● Data section
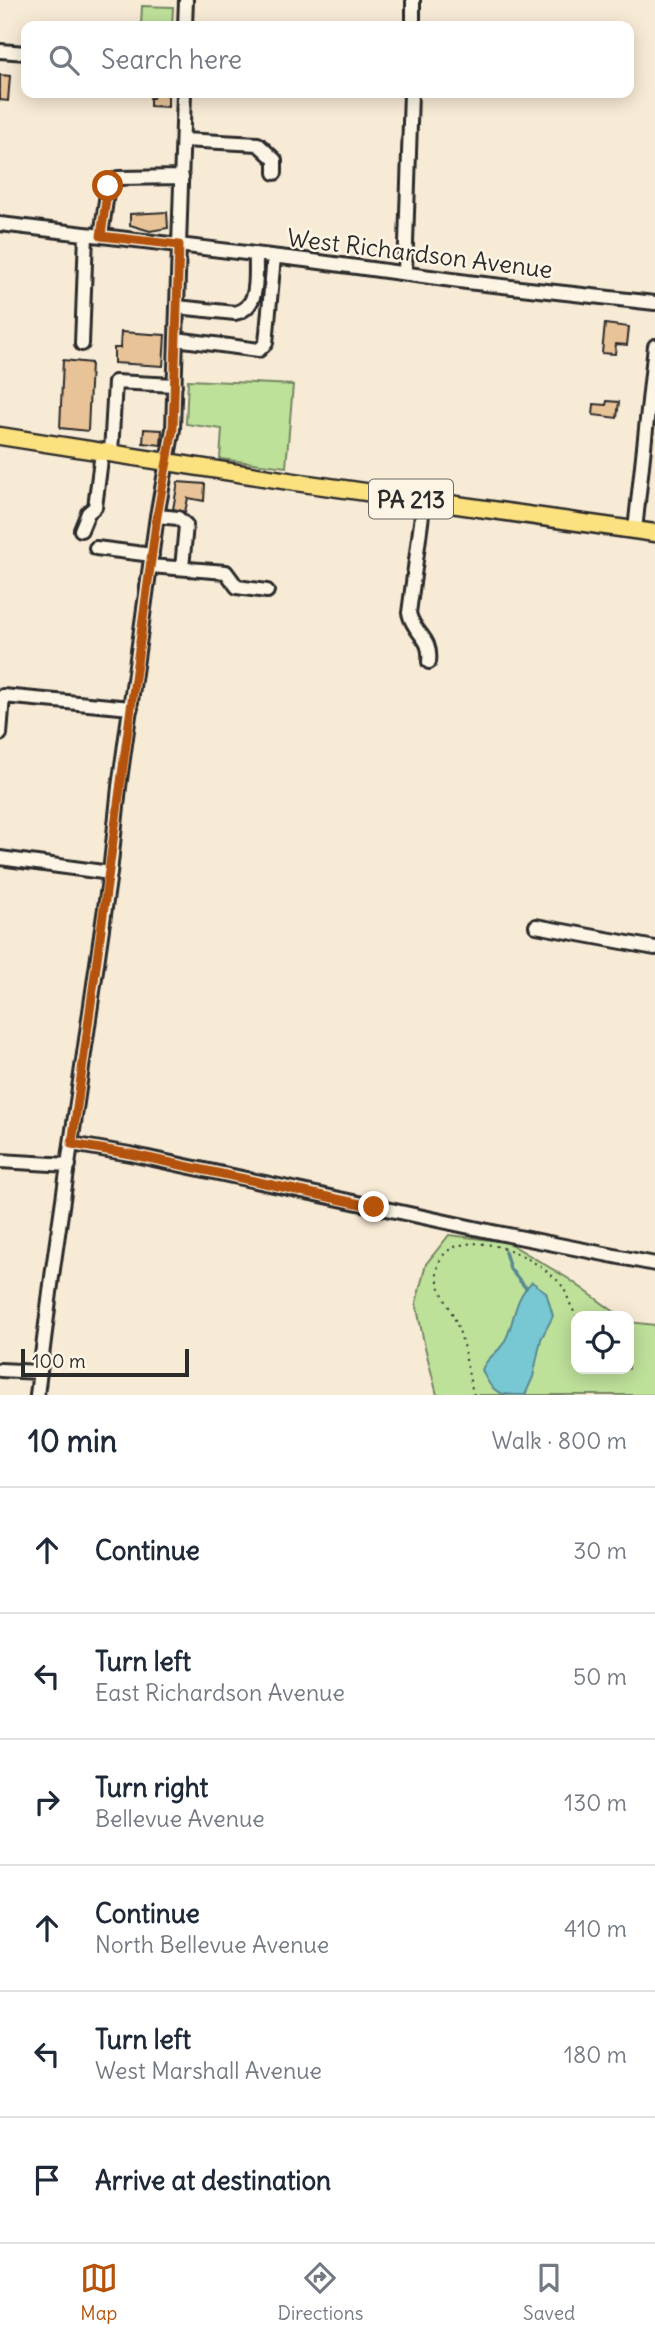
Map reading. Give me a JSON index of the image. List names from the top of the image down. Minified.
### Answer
{"streets":{"main road":["PA 213"],"street":["West Richardson Avenue"]},"scale_bar":"100 m","page":{"search":"Search here","scale":"100 m","heading":["10 min","Walk · 800 m"],"list":[["Continue","30 m"],["Turn left","East Richardson Avenue","50 m"],["Turn right","Bellevue Avenue","130 m"],["Continue","North Bellevue Avenue","410 m"],["Turn left","West Marshall Avenue","180 m"],"Arrive at destination"],"nav":["Map","Directions","Saved"]}}
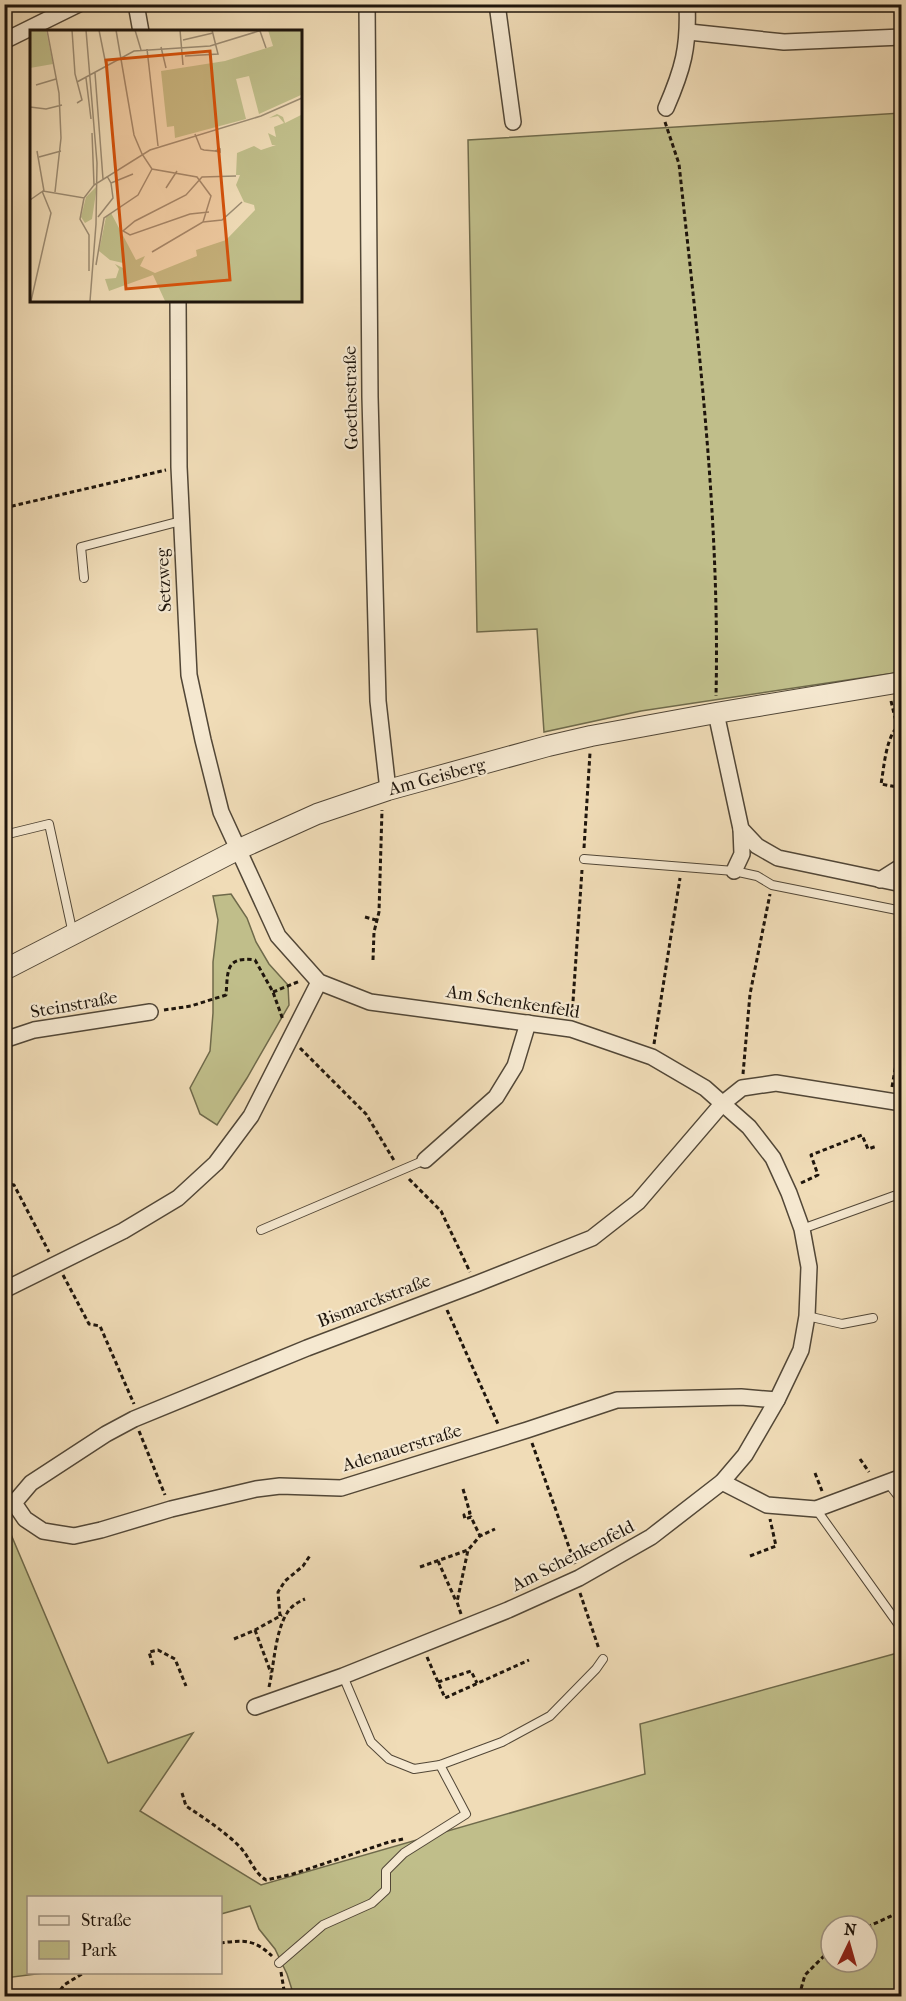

● What to work on
Print the listing exactly, minus any pictures.

● Exercise result
Map reading. Give me a JSON index of the image. List names from the top of the image down. Minified.
### Answer
{"streets":{"main road":["PA 213"],"street":["West Richardson Avenue"]},"scale_bar":"100 m","page":{"search":"Search here","scale":"100 m","heading":["10 min","Walk · 800 m"],"list":[["Continue","30 m"],["Turn left","East Richardson Avenue","50 m"],["Turn right","Bellevue Avenue","130 m"],["Continue","North Bellevue Avenue","410 m"],["Turn left","West Marshall Avenue","180 m"],"Arrive at destination"],"nav":["Map","Directions","Saved"]}}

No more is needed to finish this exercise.